* [Materials provided]
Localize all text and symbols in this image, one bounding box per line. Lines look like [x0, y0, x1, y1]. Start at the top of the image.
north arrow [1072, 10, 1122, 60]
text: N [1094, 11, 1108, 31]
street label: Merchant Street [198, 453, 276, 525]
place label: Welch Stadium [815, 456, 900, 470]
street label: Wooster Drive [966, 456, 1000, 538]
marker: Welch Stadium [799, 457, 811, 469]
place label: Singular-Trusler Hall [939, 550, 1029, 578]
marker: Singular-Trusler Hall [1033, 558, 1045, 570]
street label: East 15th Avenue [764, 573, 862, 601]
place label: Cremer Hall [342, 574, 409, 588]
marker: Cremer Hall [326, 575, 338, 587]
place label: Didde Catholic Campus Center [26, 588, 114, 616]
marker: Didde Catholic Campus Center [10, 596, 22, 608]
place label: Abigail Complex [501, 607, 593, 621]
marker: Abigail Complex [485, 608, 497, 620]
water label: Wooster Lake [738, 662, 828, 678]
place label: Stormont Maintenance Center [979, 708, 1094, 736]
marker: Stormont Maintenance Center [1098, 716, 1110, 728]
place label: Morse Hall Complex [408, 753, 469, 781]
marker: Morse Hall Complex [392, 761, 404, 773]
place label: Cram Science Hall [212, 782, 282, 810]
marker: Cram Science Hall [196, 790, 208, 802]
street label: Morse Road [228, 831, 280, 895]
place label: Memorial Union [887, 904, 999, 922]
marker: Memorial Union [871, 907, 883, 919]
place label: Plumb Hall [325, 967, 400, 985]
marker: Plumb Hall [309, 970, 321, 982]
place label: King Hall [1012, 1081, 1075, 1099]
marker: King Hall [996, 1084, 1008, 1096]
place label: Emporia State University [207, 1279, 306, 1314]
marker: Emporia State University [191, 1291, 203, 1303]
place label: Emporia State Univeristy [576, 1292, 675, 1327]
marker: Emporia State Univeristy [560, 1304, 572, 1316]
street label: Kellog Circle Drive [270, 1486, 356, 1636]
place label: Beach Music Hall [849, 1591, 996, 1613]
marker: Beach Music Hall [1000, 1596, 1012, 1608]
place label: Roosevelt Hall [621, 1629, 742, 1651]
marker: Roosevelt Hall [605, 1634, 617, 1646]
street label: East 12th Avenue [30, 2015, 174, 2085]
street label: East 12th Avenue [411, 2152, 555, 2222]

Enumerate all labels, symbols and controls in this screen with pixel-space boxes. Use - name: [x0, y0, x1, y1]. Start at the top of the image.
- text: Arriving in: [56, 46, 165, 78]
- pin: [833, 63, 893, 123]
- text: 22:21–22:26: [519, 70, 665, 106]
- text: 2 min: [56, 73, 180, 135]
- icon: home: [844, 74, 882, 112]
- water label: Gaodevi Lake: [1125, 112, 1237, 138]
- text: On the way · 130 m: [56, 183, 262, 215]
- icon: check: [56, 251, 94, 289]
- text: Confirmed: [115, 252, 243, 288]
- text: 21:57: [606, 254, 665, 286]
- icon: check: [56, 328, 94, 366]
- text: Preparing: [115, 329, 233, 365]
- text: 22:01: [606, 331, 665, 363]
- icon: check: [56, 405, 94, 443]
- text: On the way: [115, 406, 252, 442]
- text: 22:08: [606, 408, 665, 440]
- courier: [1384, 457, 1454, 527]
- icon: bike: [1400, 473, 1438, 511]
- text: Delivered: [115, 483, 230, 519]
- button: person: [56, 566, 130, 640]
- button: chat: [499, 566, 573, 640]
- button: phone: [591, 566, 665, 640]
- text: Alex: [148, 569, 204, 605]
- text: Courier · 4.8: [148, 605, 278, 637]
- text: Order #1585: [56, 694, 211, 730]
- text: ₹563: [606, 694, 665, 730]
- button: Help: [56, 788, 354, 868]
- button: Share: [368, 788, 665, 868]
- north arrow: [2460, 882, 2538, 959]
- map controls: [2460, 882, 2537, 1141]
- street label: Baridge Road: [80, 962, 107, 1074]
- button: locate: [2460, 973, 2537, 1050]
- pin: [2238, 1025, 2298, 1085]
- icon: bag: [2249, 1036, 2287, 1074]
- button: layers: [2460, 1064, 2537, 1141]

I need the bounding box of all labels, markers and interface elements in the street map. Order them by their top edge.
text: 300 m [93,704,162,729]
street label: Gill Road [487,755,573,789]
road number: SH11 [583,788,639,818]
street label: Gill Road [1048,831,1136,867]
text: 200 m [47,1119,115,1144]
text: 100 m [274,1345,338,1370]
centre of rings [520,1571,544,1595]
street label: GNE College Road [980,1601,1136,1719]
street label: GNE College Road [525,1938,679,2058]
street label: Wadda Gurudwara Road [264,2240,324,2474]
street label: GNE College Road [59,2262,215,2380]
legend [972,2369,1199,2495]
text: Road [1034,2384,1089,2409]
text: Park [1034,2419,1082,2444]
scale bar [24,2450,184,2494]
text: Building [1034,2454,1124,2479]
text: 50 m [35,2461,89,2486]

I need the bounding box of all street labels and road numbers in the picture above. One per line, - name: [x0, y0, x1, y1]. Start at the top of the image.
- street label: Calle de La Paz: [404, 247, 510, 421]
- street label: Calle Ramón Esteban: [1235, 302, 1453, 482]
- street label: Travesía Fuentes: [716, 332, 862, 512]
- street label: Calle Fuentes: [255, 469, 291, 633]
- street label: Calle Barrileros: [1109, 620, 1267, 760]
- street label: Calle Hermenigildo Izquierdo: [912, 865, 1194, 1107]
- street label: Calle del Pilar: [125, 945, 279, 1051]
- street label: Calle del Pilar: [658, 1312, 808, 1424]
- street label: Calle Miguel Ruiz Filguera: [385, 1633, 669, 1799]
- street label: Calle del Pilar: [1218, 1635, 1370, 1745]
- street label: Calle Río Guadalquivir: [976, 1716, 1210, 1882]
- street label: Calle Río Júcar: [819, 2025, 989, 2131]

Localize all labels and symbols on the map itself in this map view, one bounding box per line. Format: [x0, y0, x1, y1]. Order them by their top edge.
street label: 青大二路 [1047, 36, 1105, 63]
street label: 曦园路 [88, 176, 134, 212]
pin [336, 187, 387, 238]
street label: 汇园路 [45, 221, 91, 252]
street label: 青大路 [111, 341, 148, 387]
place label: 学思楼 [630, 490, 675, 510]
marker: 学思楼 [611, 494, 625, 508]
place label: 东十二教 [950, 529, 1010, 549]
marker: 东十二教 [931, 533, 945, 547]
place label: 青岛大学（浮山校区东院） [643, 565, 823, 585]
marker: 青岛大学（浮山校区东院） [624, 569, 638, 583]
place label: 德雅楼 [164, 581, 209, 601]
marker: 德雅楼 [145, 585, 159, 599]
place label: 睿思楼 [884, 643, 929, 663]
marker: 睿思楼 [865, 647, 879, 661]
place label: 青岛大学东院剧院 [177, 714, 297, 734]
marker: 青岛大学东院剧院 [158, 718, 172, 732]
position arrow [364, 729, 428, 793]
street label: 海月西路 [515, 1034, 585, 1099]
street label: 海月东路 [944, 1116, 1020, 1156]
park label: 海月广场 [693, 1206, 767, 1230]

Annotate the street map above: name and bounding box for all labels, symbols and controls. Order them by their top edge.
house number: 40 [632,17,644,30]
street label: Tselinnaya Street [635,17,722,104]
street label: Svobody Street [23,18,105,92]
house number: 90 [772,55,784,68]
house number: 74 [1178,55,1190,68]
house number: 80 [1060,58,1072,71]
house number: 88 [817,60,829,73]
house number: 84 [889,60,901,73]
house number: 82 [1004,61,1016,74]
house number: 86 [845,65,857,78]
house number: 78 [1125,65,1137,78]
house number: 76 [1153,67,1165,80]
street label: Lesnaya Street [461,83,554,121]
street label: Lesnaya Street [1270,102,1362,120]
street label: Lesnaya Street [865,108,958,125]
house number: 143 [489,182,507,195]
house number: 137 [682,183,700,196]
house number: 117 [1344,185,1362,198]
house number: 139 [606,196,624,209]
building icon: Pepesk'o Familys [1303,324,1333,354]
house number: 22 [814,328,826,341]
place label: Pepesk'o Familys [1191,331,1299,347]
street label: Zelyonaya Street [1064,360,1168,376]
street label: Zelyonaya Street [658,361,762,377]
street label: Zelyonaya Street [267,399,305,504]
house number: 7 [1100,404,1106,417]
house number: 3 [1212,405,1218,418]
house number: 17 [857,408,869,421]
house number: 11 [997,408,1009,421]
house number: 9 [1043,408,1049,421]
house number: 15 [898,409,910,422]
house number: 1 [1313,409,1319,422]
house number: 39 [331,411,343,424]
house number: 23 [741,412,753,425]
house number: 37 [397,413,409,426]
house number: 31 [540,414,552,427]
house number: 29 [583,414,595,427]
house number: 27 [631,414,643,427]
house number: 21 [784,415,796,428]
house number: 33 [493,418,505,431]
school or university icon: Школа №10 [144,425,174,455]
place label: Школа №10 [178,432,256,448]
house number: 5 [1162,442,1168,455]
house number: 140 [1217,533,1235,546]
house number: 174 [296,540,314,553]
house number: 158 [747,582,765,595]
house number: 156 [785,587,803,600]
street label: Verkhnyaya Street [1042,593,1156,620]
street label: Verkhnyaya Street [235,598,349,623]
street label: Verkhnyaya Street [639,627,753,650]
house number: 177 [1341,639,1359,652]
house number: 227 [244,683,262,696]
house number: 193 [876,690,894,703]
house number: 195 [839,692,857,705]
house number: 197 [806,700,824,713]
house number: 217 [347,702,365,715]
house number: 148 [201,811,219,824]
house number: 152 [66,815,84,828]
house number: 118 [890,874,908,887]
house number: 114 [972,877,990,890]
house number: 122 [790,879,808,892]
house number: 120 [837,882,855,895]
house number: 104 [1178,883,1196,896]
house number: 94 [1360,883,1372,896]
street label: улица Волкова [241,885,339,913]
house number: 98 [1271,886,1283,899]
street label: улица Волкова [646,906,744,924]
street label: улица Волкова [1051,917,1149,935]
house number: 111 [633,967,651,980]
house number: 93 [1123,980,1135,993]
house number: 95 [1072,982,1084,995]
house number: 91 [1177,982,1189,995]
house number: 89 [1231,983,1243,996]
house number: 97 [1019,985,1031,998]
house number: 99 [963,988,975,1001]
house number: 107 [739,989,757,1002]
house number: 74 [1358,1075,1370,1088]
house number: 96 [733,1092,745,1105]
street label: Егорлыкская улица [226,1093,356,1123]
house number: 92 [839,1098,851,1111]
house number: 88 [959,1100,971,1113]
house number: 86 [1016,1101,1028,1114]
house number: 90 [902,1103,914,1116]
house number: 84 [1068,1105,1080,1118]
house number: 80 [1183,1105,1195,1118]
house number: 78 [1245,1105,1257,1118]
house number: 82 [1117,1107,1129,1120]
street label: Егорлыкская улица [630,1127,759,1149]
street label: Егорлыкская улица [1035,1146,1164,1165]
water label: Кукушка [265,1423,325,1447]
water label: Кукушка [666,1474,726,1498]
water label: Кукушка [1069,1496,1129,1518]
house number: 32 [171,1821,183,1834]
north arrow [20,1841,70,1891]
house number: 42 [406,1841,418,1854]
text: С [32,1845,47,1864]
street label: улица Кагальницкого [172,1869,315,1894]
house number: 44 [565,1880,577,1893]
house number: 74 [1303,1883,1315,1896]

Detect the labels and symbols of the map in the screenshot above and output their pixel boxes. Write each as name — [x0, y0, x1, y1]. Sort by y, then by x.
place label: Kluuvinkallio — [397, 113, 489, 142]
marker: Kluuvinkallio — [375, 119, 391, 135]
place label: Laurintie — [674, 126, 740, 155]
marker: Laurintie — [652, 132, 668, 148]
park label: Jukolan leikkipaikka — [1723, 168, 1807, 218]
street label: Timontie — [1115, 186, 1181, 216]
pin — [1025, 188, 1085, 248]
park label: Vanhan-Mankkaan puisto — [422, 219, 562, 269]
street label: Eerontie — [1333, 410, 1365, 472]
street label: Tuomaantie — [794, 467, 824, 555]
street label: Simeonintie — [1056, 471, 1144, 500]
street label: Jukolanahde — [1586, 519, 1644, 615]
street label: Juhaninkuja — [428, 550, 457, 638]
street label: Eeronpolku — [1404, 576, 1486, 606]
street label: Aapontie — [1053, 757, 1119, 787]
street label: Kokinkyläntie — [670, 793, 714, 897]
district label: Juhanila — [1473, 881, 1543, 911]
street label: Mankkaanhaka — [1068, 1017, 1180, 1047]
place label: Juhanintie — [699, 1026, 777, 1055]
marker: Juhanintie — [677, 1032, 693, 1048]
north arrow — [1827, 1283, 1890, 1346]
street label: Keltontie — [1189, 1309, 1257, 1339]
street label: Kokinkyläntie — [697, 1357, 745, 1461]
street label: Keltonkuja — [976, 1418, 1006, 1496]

* [Instructions to follow]
Every line of the listing that includes the word "East" forms the answer.

* [Response area]
street label: East 15th Avenue [764, 573, 862, 601]
street label: East 12th Avenue [30, 2015, 174, 2085]
street label: East 12th Avenue [411, 2152, 555, 2222]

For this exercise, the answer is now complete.